La revelación del campo de adiestramiento y exterminio criminal en Teuchitlán no es más que la confirmación de las sospechas. Se hablaba de reclutamiento forzado como un fenómeno, un objeto de estudio y análisis en mesas de trabajo y conferencias magistrales, pero ahora, es una bofetada en la cara, repentina, fuerte y dolorosa, que nos despierta del letargo y la resignación a la que nos ha llevado normalizar las noticias de homicidios y fosas.
Nadie, con un gramo de empatía, puede ser indiferente a este hecho que no solamente evidencia la brutalidad de la delincuencia organizada, sino también la complicidad del silencio y la omisión de las autoridades.

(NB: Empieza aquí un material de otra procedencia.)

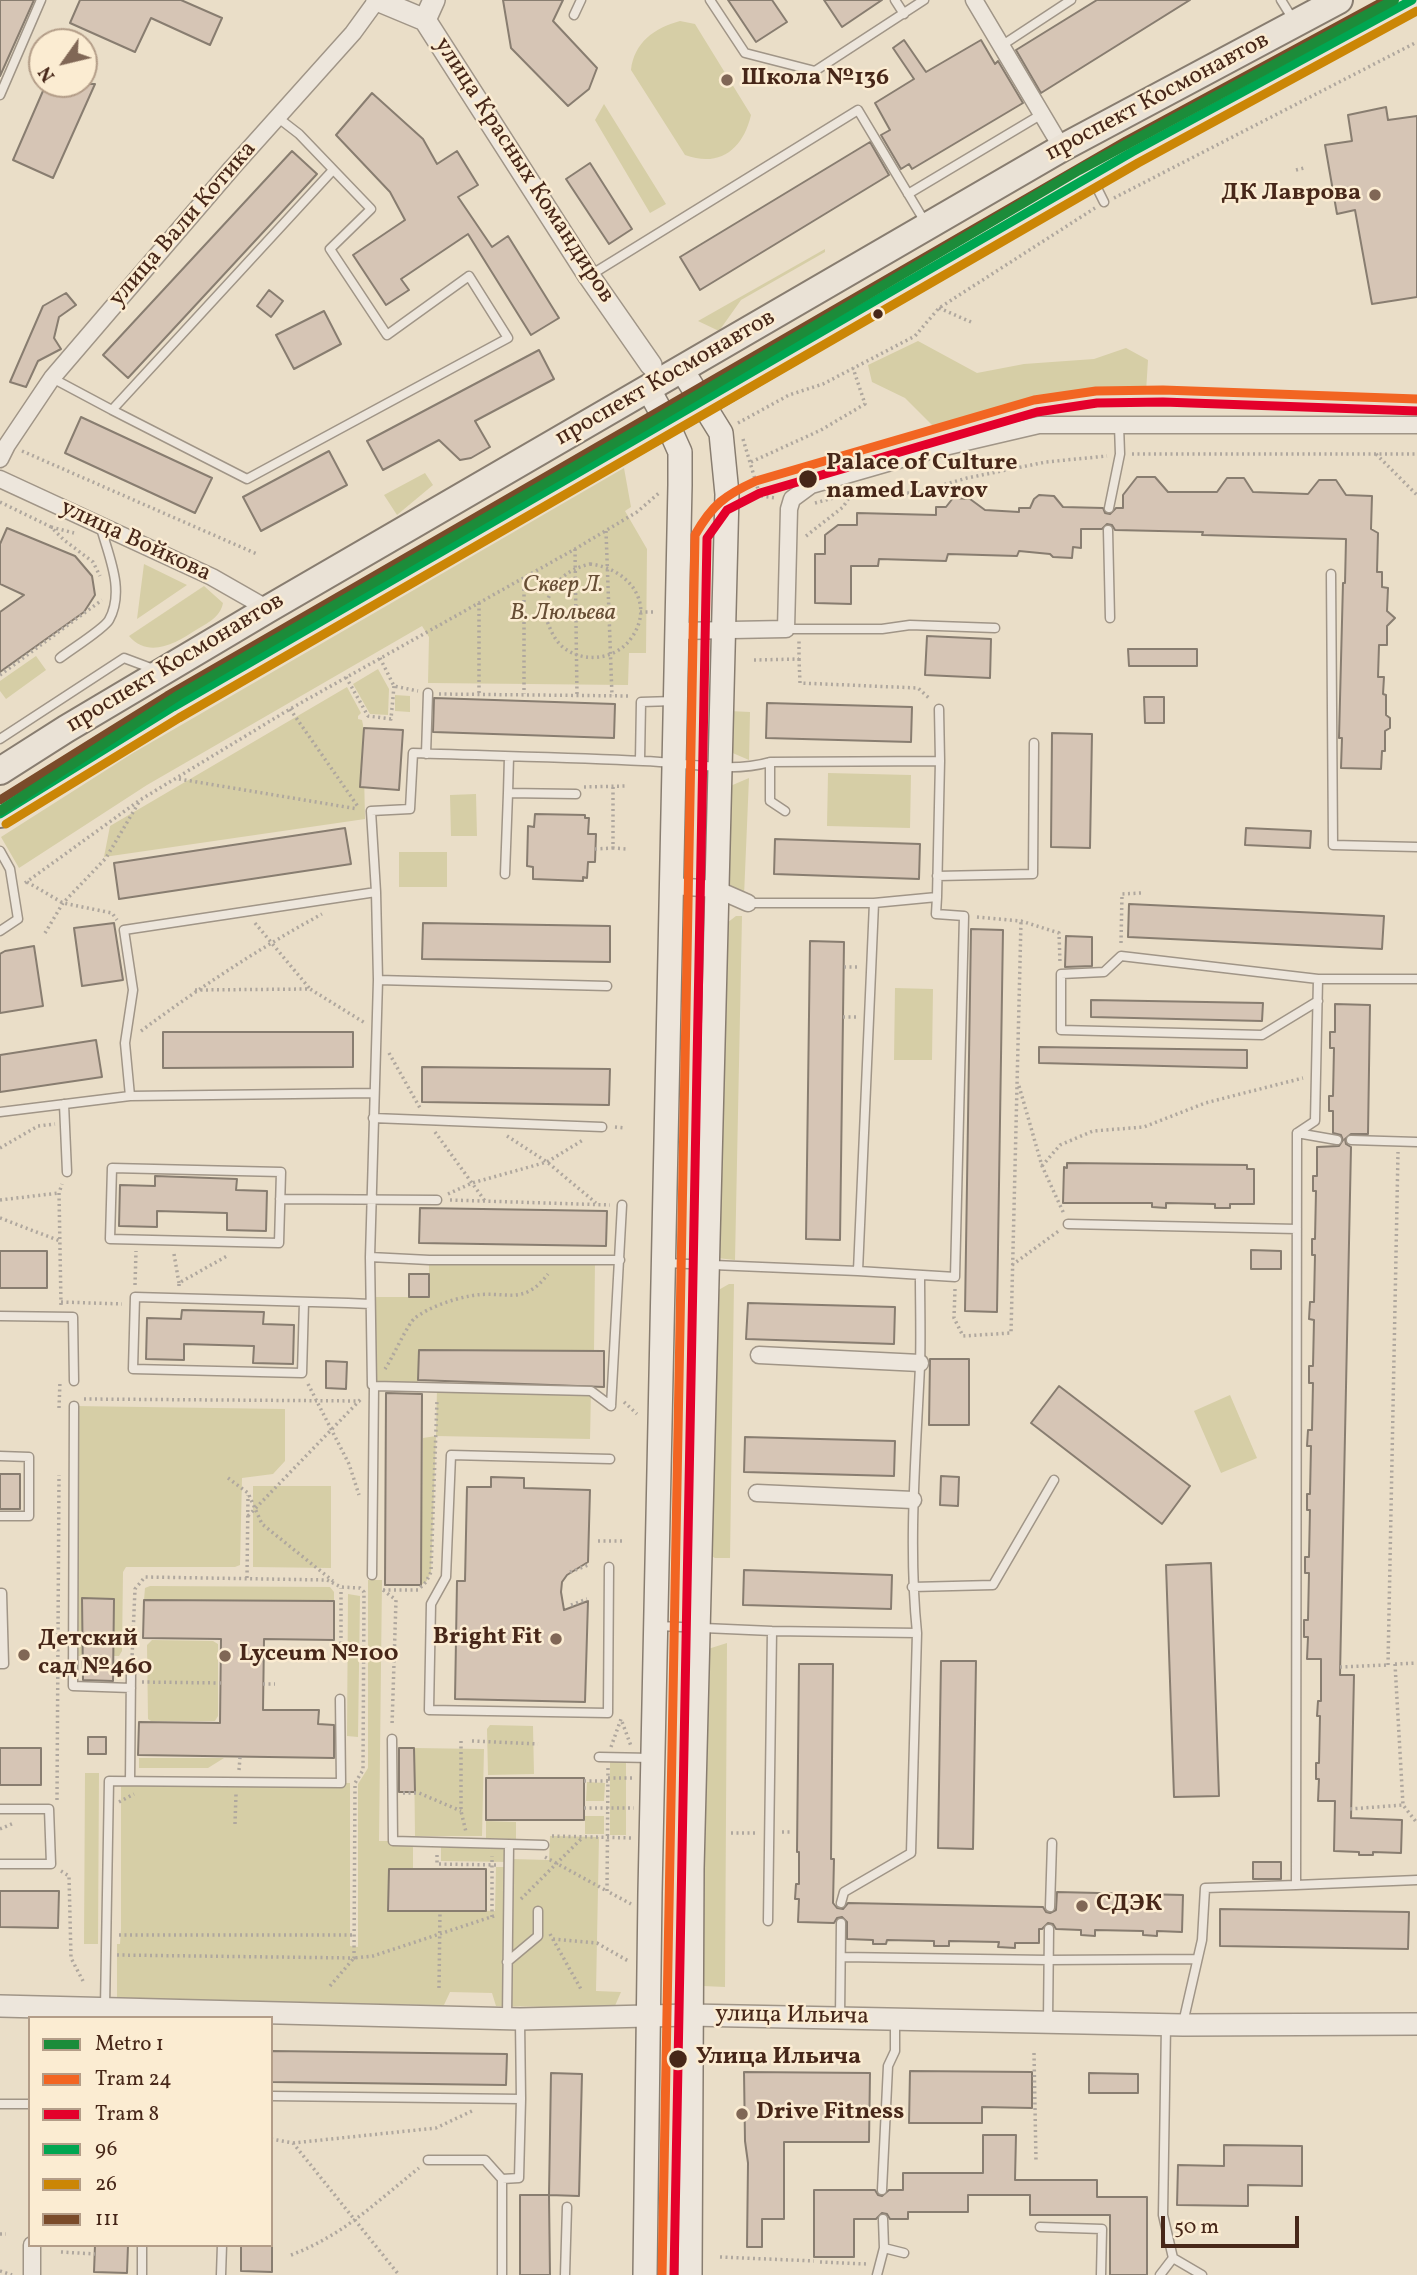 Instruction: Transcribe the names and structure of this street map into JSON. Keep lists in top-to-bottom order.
{
  "streets": {
    "main road": ["проспект Космонавтов"],
    "street": [
      "улица Красных Командиров",
      "улица Вали Котика",
      "улица Войкова",
      "улица Ильича"
    ]
  },
  "crossings": [
    ["проспект Космонавтов", "улица Красных Командиров"],
    ["проспект Космонавтов", "улица Войкова"],
    ["улица Красных Командиров", "улица Вали Котика"]
  ],
  "parks": ["Сквер Л. В. Люльева"],
  "places": [
    "Школа №136",
    "ДК Лаврова",
    "Palace of Culture named Lavrov",
    "Bright Fit",
    "Детский сад №460",
    "Lyceum №100",
    "СДЭК",
    "Улица Ильича",
    "Drive Fitness"
  ],
  "lines": [
    "metro line 1",
    "transit line 96",
    "transit line 111",
    "transit line 26",
    "tram line 24",
    "tram line 8"
  ],
  "legend": [
    "Metro 1",
    "Tram 24",
    "Tram 8",
    "96",
    "26",
    "111"
  ],
  "scale_bar": "50 m",
  "north": "bottom left"
}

Hoy el municipio conocido por la zona arqueológica de Guachimontones, cobra fama por este macabro vestigio de la historia moderna.

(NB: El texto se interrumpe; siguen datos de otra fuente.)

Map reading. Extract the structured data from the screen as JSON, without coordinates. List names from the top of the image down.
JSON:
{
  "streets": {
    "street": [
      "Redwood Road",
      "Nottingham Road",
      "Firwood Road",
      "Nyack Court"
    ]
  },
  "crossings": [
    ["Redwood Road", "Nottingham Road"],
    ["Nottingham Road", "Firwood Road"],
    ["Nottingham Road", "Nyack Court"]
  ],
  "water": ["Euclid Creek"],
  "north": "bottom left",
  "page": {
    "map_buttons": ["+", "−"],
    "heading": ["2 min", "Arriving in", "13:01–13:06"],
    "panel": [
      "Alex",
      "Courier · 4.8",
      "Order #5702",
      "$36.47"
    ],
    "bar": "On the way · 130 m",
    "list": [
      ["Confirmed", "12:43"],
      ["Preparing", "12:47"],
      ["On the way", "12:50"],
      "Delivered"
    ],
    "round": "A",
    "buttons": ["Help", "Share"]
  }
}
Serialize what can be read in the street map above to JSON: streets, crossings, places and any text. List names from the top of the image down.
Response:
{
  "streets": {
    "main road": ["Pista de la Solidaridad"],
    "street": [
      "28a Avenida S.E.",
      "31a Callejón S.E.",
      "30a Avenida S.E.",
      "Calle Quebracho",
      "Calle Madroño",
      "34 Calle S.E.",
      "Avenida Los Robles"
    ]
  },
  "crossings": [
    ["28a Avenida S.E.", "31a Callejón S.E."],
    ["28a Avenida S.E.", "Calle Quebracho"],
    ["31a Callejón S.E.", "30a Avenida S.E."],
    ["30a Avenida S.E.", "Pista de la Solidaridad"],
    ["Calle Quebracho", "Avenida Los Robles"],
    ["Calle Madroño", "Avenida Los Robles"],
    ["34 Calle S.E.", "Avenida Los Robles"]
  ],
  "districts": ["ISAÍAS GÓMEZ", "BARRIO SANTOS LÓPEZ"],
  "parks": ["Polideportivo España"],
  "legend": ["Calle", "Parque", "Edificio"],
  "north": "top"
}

Los zapatos apilados, las maletas maltratadas y la ropa amontonada se quedaron ahí como el rastro de otros que pisaron esa tierra, y muchos de sus restos ahora forman parte de ella.
Las prendas humanizan a los números que crecen en los registros de desaparecidos. Imposible no pensar a quién le pudo pertenecer aquella maleta azul, el vestido floreado, los tenis que alguna vez fueron blancos.
¿Quién habrá reconocido la mochila o la playera? Esas que describió para la ficha de búsqueda y ahora las ve ahí, tiradas y empolvadas, entre el ir y venir de agentes que las documentan para una investigación que se prevé insuficiente. Porque en un país con más de 100 mil personas ilocalizables, este quizá es el primer centro criminal en ser descubierto, pero no el único.
Vivimos indefensos ante la impunidad y la infiltración de criminales en las corporaciones que deberían velar por nuestra seguridad.
El rancho Izaguirre es ahora un monumento a la ineptitud y la complicidad con el crimen organizado. Un testimonio de la crueldad y estos tiempos de terror que jamás deben olvidarse.